_TASK STATEMENT_
Using the entries below, quote exactly the span of lines that begins with the line containing "<div><p>المساف" and ends with the final line.

[[ DATASET CONTENT, beginning ]]

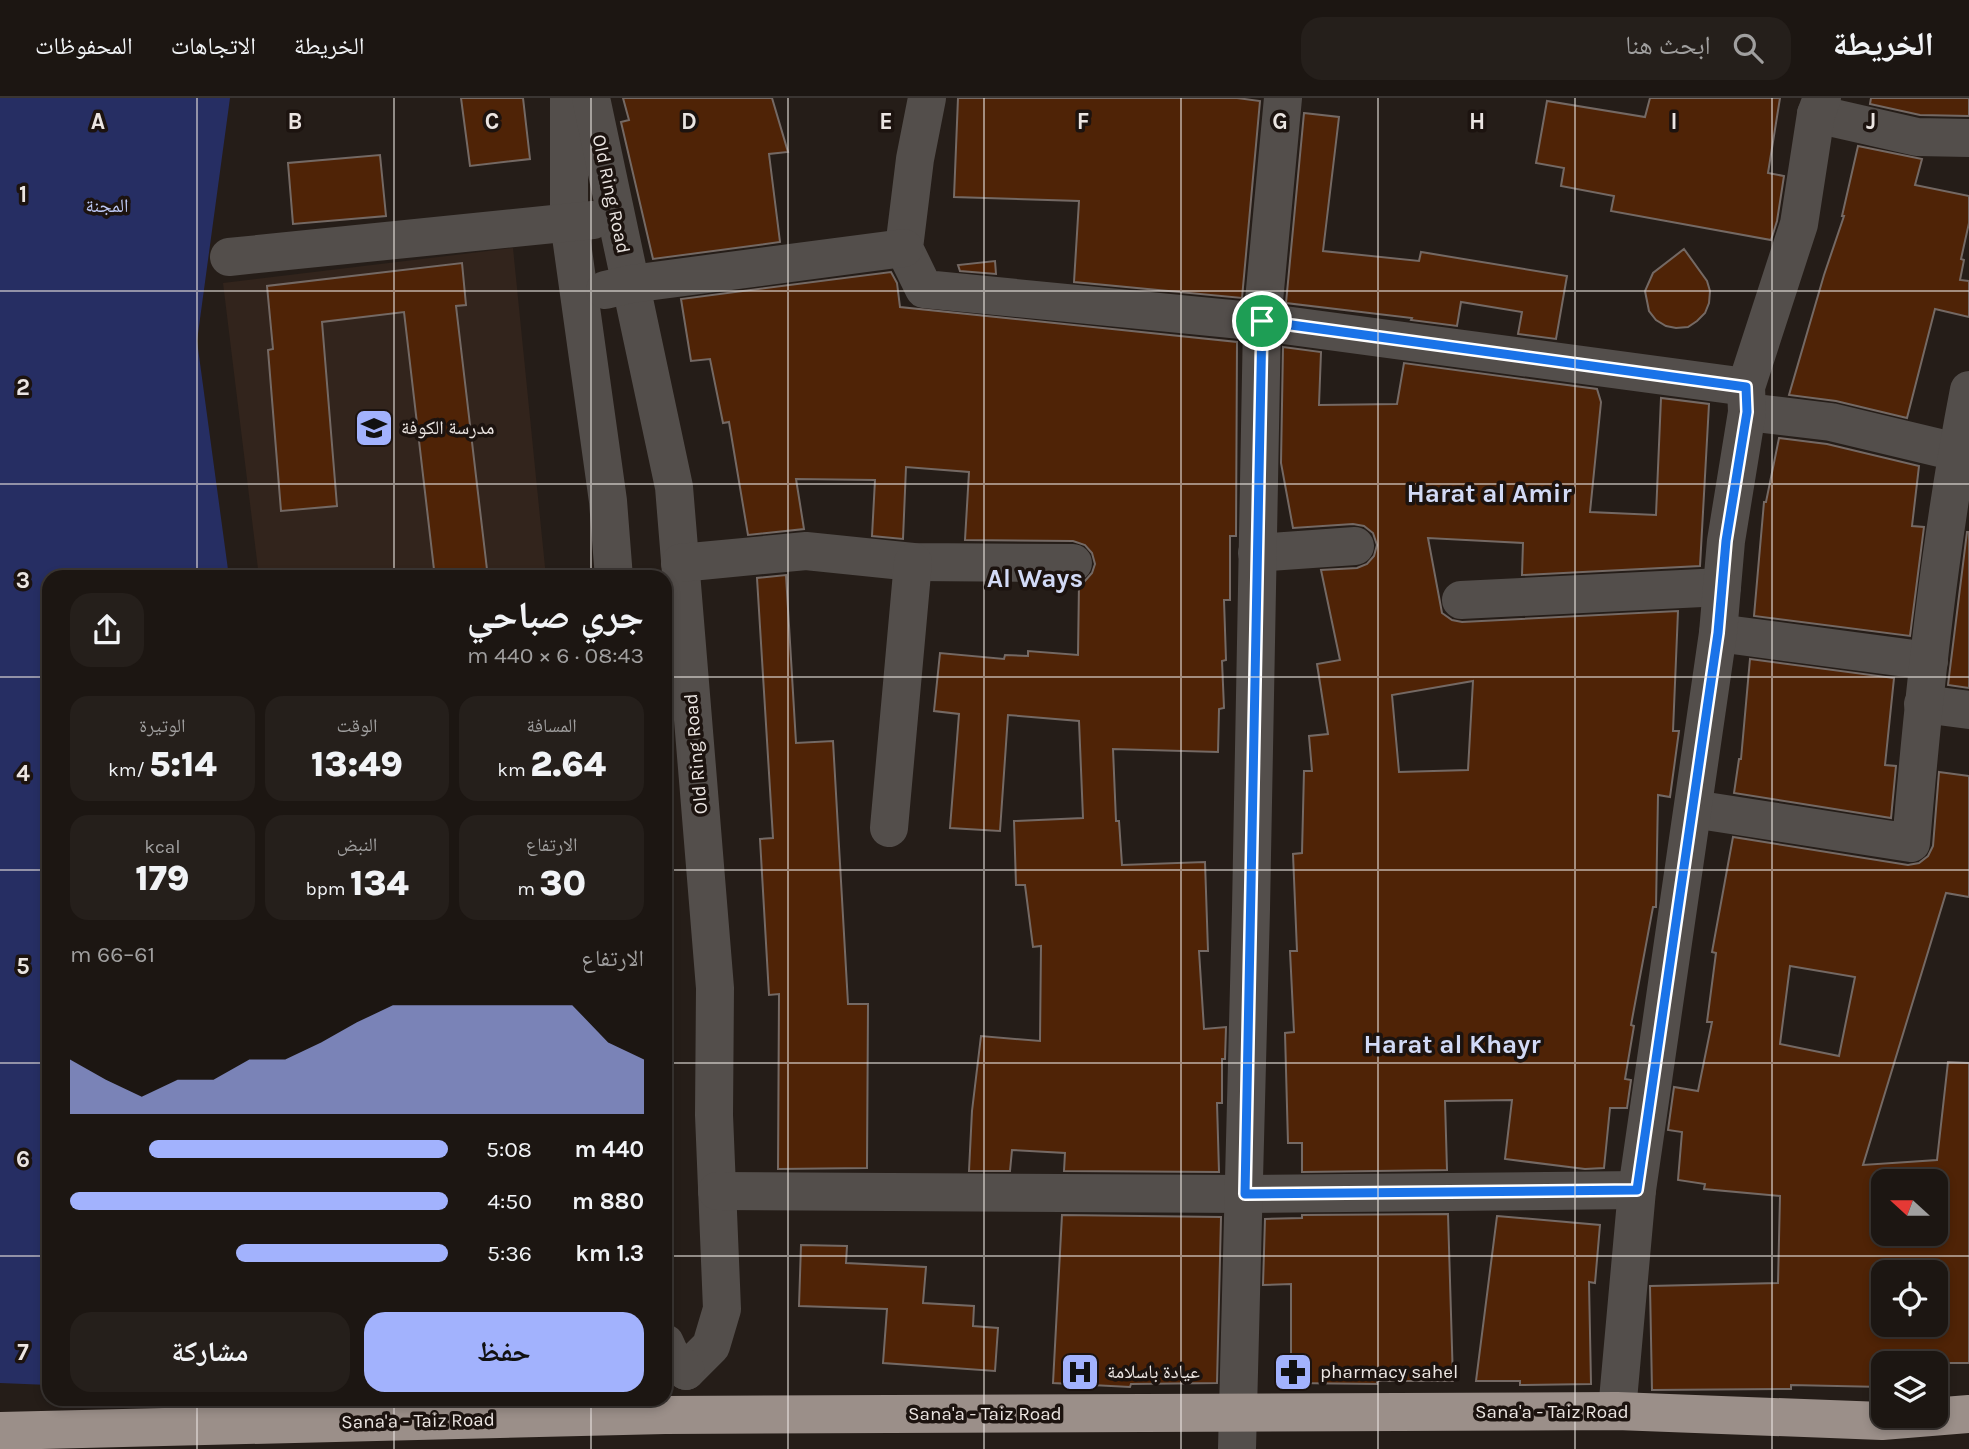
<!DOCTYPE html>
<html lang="ar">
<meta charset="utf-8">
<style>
body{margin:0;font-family:Karla,"Noto Naskh Arabic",sans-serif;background:#251f1b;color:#f1f3f6;direction:rtl;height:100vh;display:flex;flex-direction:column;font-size:26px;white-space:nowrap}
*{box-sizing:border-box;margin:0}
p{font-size:23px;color:#a09f9f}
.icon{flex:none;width:38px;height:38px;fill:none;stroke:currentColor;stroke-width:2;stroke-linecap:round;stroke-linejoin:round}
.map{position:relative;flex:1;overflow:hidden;direction:ltr}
.sheet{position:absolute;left:42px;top:472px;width:630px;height:836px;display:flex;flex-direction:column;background:#1c1612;border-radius:21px;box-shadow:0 4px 10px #0003,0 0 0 2px #3a3532;direction:rtl}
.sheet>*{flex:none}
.needle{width:46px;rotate:291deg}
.controls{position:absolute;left:1871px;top:1071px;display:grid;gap:14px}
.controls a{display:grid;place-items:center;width:77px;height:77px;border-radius:14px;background:#1c1612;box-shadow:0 4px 10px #0003,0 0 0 2px #3a3532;font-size:35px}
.pin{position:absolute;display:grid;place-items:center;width:60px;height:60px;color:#fff;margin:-30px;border:4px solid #fff;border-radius:50%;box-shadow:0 2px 7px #0007}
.round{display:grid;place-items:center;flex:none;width:74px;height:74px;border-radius:21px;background:#251f1b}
.summary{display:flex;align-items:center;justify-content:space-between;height:119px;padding:0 28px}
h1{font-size:38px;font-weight:800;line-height:52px}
.figures{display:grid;grid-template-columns:repeat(3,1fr);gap:10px;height:119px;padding:7px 28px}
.figures div{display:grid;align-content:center;border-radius:18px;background:#251f1b;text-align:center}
.figures b{font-size:35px;font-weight:800}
.figures small{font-size:19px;font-weight:400}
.figures p{font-size:19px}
.chart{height:196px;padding:14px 28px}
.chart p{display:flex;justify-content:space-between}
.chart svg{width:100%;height:126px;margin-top:7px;fill:#a2b2fd;opacity:.7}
.action{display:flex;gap:14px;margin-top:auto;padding:14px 28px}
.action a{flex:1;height:80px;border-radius:21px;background:#a2b2fd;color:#111;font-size:28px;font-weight:800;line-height:80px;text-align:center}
.action a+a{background:#251f1b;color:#f1f3f6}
ul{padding:0 28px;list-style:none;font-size:23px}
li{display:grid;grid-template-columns:112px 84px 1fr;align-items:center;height:52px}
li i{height:18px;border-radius:9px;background:#a2b2fd}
header{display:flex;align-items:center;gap:42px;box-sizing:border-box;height:98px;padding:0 35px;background:#1c1612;border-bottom:2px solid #3a3532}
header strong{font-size:33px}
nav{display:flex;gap:38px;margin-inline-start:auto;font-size:24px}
.search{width:490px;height:63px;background:#251f1b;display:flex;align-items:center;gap:18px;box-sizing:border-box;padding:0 24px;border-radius:21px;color:#a09f9f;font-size:26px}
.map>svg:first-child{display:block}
.built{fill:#32241c;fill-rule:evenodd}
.green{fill:#262e63}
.building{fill:#4f2306;stroke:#746964;stroke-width:2;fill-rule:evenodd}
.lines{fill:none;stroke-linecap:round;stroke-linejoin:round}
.minor{stroke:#534e4b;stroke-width:38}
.highway{stroke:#9b8f89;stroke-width:38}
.route-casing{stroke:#fff;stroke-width:14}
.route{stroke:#1a73e8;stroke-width:9}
.grid{fill:none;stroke:#ebe5e2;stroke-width:2;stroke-opacity:0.55}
.labels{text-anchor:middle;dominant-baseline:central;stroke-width:7;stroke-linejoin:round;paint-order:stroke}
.street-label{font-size:19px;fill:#ebe5e2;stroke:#1c130f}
.park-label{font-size:19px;fill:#bfcaf7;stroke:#1c130f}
.poi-label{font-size:19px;fill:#ebe5e2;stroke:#1c130f;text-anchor:start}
.district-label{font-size:26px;font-weight:bold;fill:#d2daf6;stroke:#1c130f}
.grid-label{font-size:23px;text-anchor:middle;font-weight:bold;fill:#ebe5e2;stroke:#1c130f;stroke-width:7;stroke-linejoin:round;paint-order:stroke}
</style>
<header>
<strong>الخريطة</strong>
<div class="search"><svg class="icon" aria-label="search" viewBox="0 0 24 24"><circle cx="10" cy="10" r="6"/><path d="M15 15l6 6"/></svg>ابحث هنا</div>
<nav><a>الخريطة</a><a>الاتجاهات</a><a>المحفوظات</a></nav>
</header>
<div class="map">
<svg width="1969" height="1351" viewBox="0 0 1969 1351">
<rect width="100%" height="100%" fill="#251d18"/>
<path class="built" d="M 513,150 L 546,479 L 488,479 L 459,237 L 407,244 L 434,472 L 371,480 L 259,479 L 223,185 ZM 461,165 L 466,207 L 271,230 L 267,188 ZM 324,248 L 337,408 L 281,413 L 268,252 Z"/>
<polygon class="green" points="0,0 230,0 197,243 229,479 49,480 49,1287 0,1285"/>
<g class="building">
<polygon points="461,0 523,0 530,61 470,68"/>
<polygon points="623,0 772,0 788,54 769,56 780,144 653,161 621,24 629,22"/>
<polygon points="958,0 1237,0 1260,3 1242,200 1074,184 1079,103 954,99"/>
<polygon points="1650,0 1780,0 1768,75 1784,78 1777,123 1771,142 1611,113 1614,98 1561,88 1564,70 1536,65 1547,3 1645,19"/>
<polygon points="1871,0 1969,0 1969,18 1920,17 1870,6"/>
<polygon points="1304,15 1339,19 1323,153 1419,163 1421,154 1567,178 1556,241 1518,236 1522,214 1461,204 1457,228 1411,222 1412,220 1286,205"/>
<polygon points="1858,48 1922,61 1915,87 1969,98 1969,125 1961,161 1964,162 1960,182 1969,183 1969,219 1935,211 1907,320 1836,303 1789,297 1824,177 1844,118 1842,118"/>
<polygon points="380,57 386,118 293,126 288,65"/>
<polygon points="1684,151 1707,183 1710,193 1709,205 1705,215 1697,223 1688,229 1676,230 1666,228 1656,222 1649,213 1645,193 1653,175"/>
<polygon points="995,163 996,176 960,173 958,167"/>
<polygon points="462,165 466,207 456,208 488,480 435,480 404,214 322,224 337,408 281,413 268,252 273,251 267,188"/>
<polygon points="891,174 897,185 900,209 1237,244 1236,438 1230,438 1230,502 1224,502 1226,562 1222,563 1224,610 1219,611 1218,654 1113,651 1116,723 1119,723 1122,767 1205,764 1208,853 1199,853 1204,931 1226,929 1225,961 1222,961 1222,1005 1217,1005 1219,1074 1064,1073 1065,1055 1012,1052 1010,1073 969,1073 972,1013 981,938 1040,943 1041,848 1033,849 1025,787 1016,787 1014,723 1083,720 1079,623 1008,617 1000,733 950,730 959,616 934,613 940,555 1004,561 1005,557 1028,558 1028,553 1078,557 1079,485 1084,484 1092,475 1095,466 1092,455 1085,447 1073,443 965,442 969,374 906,369 903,441 872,438 875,382 796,381 804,431 748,437 729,324 723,325 710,261 691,263 681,201"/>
<path d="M 1283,249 L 1321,254 L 1319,307 L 1397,306 L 1404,265 L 1597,291 L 1601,304 L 1590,414 L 1656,417 L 1661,300 L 1709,306 L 1700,468 L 1522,477 L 1523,445 L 1428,440 L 1442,515 L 1452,522 L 1462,524 L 1678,513 L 1673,633 L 1679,633 L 1670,699 L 1658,697 L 1656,809 L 1653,809 L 1631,927 L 1634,928 L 1625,981 L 1631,982 L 1627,1010 L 1610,1010 L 1604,1070 L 1585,1071 L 1505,1061 L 1512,1002 L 1445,1003 L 1447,1072 L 1302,1074 L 1302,1045 L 1288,1045 L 1285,935 L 1294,934 L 1290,853 L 1297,853 L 1293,756 L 1302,755 L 1304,673 L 1312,673 L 1309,638 L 1328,636 L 1317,566 L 1340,562 L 1321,472 L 1357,470 L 1367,466 L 1374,458 L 1377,447 L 1373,435 L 1364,428 L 1353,426 L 1293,430 L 1281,365 ZM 1473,583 L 1468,672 L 1399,674 L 1392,597 Z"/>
<polygon points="1779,340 1827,346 1919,368 1912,428 1924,429 1910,538 1754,518 1764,404 1766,404"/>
<polygon points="1967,434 1969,434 1969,590 1948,587"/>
<polygon points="786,477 796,645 833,643 848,906 868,906 867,1070 778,1071 779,896 769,897 760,741 773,740 757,480"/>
<polygon points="1750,561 1894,580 1885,667 1896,668 1891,720 1734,695 1739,661 1741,661"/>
<path d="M 1939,674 L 1969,678 L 1969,799 L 1946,795 L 1863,1067 L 1937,1062 L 1948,964 L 1969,965 L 1969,1265 L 1883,1265 L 1883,1289 L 1791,1287 L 1791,1291 L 1652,1292 L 1650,1188 L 1778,1185 L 1780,1098 L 1704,1091 L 1705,1086 L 1678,1082 L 1682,1034 L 1668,1032 L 1674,989 L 1698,993 L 1712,924 L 1707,924 L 1716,855 L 1712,854 L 1733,739 L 1908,767 L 1919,765 L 1928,758 L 1933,748 ZM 1790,868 L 1855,879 L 1839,958 L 1780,946 ZM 1883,1083 L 1936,1083 L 1936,1136 L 1883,1136 ZM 1883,1174 L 1936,1174 L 1936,1227 L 1883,1227 Z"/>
<polygon points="1448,1116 1453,1283 1377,1283 1377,1286 1291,1285 1291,1186 1263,1187 1265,1121 1302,1120 1302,1117"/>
<polygon points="1062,1117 1221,1119 1217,1285 1131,1286 1130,1289 1053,1285"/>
<polygon points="1497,1118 1600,1127 1595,1185 1589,1184 1591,1286 1520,1287 1520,1283 1476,1283"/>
<polygon points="801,1147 847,1148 846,1165 926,1169 923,1205 974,1208 973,1228 998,1230 995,1273 883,1265 887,1211 799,1208"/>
</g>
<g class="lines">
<g class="minor">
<polyline points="569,0 569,124 608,403 614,480"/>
<polyline points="591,0 674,389 715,890 714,1017 722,1211 711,1248 686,1273"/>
<polyline points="927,0 915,61 904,150 924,191 1262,224 1746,289"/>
<polyline points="1816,16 1917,39 1969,40"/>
<polyline points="229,159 593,122"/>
<polyline points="605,192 631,186 904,150"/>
<polyline points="1747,314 1831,324 1969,357"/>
<polyline points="1257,455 1355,448"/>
<polyline points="680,465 806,453 913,464 1073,465"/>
<polyline points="1461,502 1722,489"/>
<polyline points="1718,535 1929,563"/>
<polyline points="1923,606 1969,612"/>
<path d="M 1693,711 L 1911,745 C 1924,593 1940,441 1969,292"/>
<polyline points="889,730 913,464"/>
<polyline points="717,1093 1245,1096 1637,1092"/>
<polyline points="665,1245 670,1256 686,1273"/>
<polyline points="1617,1313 1637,1092 1718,535 1726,443 1747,314 1746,289 1799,126 1816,16 1822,0"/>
<polyline points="1237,1351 1251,811 1262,224 1283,0"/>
</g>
<polyline class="highway" points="0,1333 665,1317 1617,1313 1882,1323 1969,1316"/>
</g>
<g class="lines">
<defs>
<polygon id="route" points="1262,223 1746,289 1747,314 1726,443 1718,535 1637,1092 1245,1096"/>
</defs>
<use href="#route" class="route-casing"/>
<use href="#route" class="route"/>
</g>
<path class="grid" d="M 197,0 L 197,480M 394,0 L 394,480M 591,0 L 591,480M 788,0 L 788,1351M 984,0 L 984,1351M 1181,0 L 1181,1351M 1378,0 L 1378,1351M 1575,0 L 1575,1351M 1772,0 L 1772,1351M 0,193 L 1969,193M 0,386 L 1969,386M 0,579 L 49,579M 665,579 L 1969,579M 0,772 L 49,772M 665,772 L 1969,772M 0,965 L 49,965M 665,965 L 1969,965M 0,1158 L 49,1158M 665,1158 L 1969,1158M 197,1302 L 197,1351M 394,1302 L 394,1351M 591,1302 L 591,1351"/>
<defs>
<symbol id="school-square" viewBox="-11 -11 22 22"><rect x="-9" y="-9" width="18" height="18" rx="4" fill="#a2b2fd" stroke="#1c130f"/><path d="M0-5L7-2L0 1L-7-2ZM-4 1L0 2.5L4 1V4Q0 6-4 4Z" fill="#111"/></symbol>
<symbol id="hospital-square" viewBox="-11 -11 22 22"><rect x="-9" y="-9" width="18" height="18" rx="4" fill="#a2b2fd" stroke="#1c130f"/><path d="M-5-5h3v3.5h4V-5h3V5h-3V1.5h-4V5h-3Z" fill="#111"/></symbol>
<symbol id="pharmacy-square" viewBox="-11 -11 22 22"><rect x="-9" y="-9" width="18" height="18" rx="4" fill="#a2b2fd" stroke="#1c130f"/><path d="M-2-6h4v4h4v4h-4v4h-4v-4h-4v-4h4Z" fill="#111"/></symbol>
</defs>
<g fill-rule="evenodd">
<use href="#school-square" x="352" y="308" width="44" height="44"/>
<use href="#hospital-square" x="1058" y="1252" width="44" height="44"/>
<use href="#pharmacy-square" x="1271" y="1252" width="44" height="44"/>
</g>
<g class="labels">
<g class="street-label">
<text transform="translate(611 96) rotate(78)">Old Ring Road</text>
<text transform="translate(696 656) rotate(-95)">Old Ring Road</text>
<text x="1552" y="1314">Sana'a - Taiz Road</text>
<text x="985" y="1316">Sana'a - Taiz Road</text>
<text transform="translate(418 1323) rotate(-1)">Sana'a - Taiz Road</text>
</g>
<g class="park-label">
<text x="107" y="108">المجنة</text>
</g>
<g class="poi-label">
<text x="401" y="330">مدرسة الكوفة</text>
<text x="1107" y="1274">عيادة باسلامة</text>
<text x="1320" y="1274">pharmacy sahel</text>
</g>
<g class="district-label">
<text x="1489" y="395">Harat al Amir</text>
<text x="1035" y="480">Al Ways</text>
<text x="1452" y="946">Harat al Khayr</text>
</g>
</g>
<g class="grid-label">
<text x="98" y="31">A</text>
<text x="295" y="31">B</text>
<text x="492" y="31">C</text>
<text x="689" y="31">D</text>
<text x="886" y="31">E</text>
<text x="1083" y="31">F</text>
<text x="1280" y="31">G</text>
<text x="1477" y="31">H</text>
<text x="1674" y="31">I</text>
<text x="1871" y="31">J</text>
<text x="23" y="104">1</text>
<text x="23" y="297">2</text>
<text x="23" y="490">3</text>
<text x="23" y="683">4</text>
<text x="23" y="876">5</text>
<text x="23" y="1069">6</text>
<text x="23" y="1262">7</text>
</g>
</svg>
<div class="controls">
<a><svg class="needle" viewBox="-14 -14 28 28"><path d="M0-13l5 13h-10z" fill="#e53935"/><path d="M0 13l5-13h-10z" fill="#a09f9f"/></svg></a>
<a><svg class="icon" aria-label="locate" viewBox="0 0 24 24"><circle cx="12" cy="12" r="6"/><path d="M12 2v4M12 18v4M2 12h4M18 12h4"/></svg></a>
<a><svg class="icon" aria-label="layers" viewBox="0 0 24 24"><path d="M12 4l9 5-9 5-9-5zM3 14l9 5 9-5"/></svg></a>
</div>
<div class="pin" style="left:1262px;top:223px;background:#1e9e55"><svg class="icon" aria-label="arrive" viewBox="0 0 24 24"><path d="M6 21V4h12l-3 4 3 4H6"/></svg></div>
<section class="sheet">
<div class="summary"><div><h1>جري صباحي</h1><p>08:43 · 6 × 440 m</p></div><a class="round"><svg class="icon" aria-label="share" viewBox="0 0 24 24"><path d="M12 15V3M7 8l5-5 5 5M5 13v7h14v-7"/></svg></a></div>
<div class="figures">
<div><p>المسافة</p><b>2.64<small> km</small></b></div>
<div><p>الوقت</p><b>13:49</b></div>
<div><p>الوتيرة</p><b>5:14<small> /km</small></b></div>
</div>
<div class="figures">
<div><p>الارتفاع</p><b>30<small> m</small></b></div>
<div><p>النبض</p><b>134<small> bpm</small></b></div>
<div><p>kcal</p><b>179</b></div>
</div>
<div class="chart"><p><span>الارتفاع</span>61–66 m</p>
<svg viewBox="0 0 160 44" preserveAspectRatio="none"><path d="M0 44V25L10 32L20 38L30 32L40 32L50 25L60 25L70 19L80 12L90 6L100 6L110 6L120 6L130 6L140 6L150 19L160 25V44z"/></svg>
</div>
<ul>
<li><b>440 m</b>5:08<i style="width:79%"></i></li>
<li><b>880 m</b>4:50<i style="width:100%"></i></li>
<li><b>1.3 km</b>5:36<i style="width:56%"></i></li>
</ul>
<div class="action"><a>حفظ</a><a>مشاركة</a></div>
</section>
</div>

[[ DATASET CONTENT, end ]]

_THE COMPLETED TASK_
<div><p>المسافة</p><b>2.64<small> km</small></b></div>
<div><p>الوقت</p><b>13:49</b></div>
<div><p>الوتيرة</p><b>5:14<small> /km</small></b></div>
</div>
<div class="figures">
<div><p>الارتفاع</p><b>30<small> m</small></b></div>
<div><p>النبض</p><b>134<small> bpm</small></b></div>
<div><p>kcal</p><b>179</b></div>
</div>
<div class="chart"><p><span>الارتفاع</span>61–66 m</p>
<svg viewBox="0 0 160 44" preserveAspectRatio="none"><path d="M0 44V25L10 32L20 38L30 32L40 32L50 25L60 25L70 19L80 12L90 6L100 6L110 6L120 6L130 6L140 6L150 19L160 25V44z"/></svg>
</div>
<ul>
<li><b>440 m</b>5:08<i style="width:79%"></i></li>
<li><b>880 m</b>4:50<i style="width:100%"></i></li>
<li><b>1.3 km</b>5:36<i style="width:56%"></i></li>
</ul>
<div class="action"><a>حفظ</a><a>مشاركة</a></div>
</section>
</div>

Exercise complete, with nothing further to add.